◆ REQUIRED WORK: Extract every line from the records below that contains the word "strokeStyle".

◆ MATERIAL FOR THIS TASK:
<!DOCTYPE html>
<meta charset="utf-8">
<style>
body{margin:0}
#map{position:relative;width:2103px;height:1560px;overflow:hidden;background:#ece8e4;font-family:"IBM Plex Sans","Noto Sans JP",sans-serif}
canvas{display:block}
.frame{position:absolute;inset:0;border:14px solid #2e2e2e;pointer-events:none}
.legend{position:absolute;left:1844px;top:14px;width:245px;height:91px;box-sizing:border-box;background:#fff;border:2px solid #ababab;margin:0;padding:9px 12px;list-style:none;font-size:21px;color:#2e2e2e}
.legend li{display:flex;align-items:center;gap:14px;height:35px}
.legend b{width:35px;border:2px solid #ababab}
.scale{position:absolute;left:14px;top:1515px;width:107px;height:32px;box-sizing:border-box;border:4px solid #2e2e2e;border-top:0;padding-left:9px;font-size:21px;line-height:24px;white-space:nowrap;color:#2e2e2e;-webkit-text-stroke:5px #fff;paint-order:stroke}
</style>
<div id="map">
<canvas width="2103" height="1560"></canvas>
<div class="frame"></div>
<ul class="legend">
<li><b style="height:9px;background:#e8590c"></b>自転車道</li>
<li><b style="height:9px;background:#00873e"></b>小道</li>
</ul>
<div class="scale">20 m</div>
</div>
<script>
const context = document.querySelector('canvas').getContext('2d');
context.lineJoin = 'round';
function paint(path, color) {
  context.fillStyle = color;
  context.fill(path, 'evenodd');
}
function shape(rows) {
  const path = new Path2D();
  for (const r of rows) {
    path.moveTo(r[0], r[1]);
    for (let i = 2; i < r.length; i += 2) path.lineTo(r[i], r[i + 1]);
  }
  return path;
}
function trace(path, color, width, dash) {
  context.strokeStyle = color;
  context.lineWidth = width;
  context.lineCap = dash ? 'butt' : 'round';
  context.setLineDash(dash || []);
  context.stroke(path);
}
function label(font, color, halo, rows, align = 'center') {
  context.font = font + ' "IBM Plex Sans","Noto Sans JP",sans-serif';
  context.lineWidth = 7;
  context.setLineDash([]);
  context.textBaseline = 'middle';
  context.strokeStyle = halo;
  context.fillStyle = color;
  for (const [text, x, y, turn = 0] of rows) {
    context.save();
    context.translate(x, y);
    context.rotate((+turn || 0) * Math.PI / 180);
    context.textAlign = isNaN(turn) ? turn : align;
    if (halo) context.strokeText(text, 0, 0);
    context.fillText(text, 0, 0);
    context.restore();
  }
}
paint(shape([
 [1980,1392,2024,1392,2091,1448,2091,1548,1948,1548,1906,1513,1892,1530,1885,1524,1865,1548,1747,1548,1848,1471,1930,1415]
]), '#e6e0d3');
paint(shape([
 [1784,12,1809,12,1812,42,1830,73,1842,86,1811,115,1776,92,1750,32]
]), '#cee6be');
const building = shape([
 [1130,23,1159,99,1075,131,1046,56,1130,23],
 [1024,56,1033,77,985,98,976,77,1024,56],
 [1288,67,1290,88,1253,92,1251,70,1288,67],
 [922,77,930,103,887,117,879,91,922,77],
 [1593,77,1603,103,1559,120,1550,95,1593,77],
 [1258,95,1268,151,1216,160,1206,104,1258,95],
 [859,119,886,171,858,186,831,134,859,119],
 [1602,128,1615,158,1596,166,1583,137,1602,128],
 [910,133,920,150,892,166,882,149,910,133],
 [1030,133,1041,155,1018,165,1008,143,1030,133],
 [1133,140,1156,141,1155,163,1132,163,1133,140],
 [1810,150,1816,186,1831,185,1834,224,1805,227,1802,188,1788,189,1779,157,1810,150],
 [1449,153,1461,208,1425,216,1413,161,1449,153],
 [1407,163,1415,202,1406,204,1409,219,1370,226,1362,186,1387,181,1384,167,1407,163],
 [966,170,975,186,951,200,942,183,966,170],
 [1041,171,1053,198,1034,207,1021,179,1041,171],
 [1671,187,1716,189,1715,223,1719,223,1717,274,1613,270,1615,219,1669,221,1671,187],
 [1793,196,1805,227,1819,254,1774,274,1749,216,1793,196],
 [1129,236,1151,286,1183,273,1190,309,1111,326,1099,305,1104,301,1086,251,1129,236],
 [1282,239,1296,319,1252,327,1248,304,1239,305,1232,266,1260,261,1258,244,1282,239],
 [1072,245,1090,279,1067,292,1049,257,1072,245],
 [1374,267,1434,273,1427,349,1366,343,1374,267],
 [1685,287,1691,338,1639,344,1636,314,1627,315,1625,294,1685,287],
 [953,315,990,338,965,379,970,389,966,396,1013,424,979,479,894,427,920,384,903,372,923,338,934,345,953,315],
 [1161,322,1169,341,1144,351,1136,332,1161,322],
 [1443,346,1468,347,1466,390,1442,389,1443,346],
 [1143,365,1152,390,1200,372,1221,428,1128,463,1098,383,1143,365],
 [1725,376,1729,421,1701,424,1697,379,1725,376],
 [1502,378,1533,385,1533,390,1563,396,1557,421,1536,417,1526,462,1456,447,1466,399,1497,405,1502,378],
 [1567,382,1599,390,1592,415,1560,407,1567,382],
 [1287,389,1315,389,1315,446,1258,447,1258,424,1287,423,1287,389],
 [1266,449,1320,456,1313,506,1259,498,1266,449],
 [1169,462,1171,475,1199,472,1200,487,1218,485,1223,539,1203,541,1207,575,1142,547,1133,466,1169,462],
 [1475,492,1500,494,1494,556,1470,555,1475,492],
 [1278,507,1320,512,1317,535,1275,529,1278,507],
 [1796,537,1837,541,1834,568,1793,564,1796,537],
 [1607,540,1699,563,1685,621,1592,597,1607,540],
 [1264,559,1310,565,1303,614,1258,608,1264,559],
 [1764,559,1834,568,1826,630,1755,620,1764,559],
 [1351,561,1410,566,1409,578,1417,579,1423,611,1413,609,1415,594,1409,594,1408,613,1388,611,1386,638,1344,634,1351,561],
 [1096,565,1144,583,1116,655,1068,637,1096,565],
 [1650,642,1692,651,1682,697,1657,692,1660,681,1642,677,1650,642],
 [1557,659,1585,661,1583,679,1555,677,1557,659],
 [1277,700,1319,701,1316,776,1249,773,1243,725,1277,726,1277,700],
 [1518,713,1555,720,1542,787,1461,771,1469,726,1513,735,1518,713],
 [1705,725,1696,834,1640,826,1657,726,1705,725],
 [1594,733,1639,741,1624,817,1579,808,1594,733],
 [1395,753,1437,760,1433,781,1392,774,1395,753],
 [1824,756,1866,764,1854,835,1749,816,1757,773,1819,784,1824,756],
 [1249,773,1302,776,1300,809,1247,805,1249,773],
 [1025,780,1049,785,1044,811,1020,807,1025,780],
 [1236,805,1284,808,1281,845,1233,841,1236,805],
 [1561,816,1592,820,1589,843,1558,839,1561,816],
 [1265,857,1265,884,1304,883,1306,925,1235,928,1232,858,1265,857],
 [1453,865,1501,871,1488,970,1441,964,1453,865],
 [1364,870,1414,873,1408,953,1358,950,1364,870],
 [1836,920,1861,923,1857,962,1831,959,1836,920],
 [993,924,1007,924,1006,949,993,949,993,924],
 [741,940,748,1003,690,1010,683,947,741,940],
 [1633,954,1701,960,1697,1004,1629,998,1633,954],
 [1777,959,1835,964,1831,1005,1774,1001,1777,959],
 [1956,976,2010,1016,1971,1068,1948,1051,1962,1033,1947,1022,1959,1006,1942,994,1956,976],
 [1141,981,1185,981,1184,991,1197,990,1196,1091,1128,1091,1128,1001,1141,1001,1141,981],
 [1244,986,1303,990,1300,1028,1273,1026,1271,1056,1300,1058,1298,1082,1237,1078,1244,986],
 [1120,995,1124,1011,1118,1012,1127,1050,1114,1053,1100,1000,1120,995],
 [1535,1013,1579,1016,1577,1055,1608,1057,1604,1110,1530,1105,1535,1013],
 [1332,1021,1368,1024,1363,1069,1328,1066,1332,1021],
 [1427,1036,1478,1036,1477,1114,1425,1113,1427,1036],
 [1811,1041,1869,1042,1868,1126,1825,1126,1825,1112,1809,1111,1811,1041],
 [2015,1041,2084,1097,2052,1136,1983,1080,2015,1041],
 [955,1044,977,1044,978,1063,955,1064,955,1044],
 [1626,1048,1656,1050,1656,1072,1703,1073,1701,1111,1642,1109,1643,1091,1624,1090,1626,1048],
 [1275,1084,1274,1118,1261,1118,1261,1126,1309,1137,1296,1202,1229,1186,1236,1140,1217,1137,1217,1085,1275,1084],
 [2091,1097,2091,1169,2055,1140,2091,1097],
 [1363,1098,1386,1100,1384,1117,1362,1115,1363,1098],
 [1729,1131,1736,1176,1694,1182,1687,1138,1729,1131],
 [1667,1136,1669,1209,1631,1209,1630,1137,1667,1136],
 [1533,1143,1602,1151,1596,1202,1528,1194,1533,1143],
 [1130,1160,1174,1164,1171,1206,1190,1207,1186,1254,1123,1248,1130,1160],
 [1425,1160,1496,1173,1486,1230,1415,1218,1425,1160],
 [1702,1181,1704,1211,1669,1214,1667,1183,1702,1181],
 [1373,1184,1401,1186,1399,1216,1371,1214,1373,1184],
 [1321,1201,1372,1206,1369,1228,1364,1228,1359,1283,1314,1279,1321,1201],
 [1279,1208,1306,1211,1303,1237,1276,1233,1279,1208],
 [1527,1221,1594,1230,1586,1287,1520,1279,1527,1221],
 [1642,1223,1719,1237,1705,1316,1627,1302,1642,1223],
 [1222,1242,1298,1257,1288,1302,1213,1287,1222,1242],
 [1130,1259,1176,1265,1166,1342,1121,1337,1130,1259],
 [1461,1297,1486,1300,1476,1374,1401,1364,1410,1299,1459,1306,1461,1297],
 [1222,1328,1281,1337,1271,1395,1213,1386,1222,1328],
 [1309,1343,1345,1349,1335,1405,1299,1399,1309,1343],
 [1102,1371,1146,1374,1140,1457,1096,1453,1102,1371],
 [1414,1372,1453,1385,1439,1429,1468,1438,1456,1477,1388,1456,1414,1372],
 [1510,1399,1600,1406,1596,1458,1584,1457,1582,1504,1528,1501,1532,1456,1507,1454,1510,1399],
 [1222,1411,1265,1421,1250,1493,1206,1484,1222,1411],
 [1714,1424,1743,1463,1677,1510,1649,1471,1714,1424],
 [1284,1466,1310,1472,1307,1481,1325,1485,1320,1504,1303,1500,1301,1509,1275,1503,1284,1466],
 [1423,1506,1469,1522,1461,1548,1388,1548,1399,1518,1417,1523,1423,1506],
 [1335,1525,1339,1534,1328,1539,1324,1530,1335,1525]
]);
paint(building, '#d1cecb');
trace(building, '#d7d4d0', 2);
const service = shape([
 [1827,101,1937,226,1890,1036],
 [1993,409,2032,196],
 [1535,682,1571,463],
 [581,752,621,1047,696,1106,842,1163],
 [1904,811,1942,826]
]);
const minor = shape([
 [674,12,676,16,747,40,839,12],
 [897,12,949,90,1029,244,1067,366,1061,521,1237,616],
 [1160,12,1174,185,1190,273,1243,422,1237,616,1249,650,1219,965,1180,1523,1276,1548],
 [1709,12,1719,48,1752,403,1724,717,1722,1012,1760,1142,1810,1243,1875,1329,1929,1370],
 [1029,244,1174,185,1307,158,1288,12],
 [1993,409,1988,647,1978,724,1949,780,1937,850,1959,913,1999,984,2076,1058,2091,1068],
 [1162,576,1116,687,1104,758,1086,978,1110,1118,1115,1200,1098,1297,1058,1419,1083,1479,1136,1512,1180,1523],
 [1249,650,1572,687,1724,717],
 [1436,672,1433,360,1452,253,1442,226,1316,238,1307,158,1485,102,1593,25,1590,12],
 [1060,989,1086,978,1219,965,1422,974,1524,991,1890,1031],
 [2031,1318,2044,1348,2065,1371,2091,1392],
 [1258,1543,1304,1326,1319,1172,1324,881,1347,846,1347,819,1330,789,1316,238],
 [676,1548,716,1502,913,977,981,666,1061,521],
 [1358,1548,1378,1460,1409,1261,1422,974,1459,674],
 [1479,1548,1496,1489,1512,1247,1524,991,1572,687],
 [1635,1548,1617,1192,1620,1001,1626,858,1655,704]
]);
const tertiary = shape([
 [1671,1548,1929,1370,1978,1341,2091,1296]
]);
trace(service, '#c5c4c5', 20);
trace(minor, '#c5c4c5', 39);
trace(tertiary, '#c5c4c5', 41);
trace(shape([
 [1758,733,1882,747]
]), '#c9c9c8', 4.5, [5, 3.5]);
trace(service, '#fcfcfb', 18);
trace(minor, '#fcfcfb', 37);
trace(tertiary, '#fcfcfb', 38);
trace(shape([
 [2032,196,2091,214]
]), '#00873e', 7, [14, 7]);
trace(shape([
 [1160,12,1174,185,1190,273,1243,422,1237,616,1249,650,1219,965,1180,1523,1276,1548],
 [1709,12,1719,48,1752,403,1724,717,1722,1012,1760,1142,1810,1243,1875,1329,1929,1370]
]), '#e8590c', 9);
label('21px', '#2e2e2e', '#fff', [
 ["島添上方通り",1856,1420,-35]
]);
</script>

◆ RESULT OF THIS TASK:
  context.strokeStyle = color;
  context.strokeStyle = halo;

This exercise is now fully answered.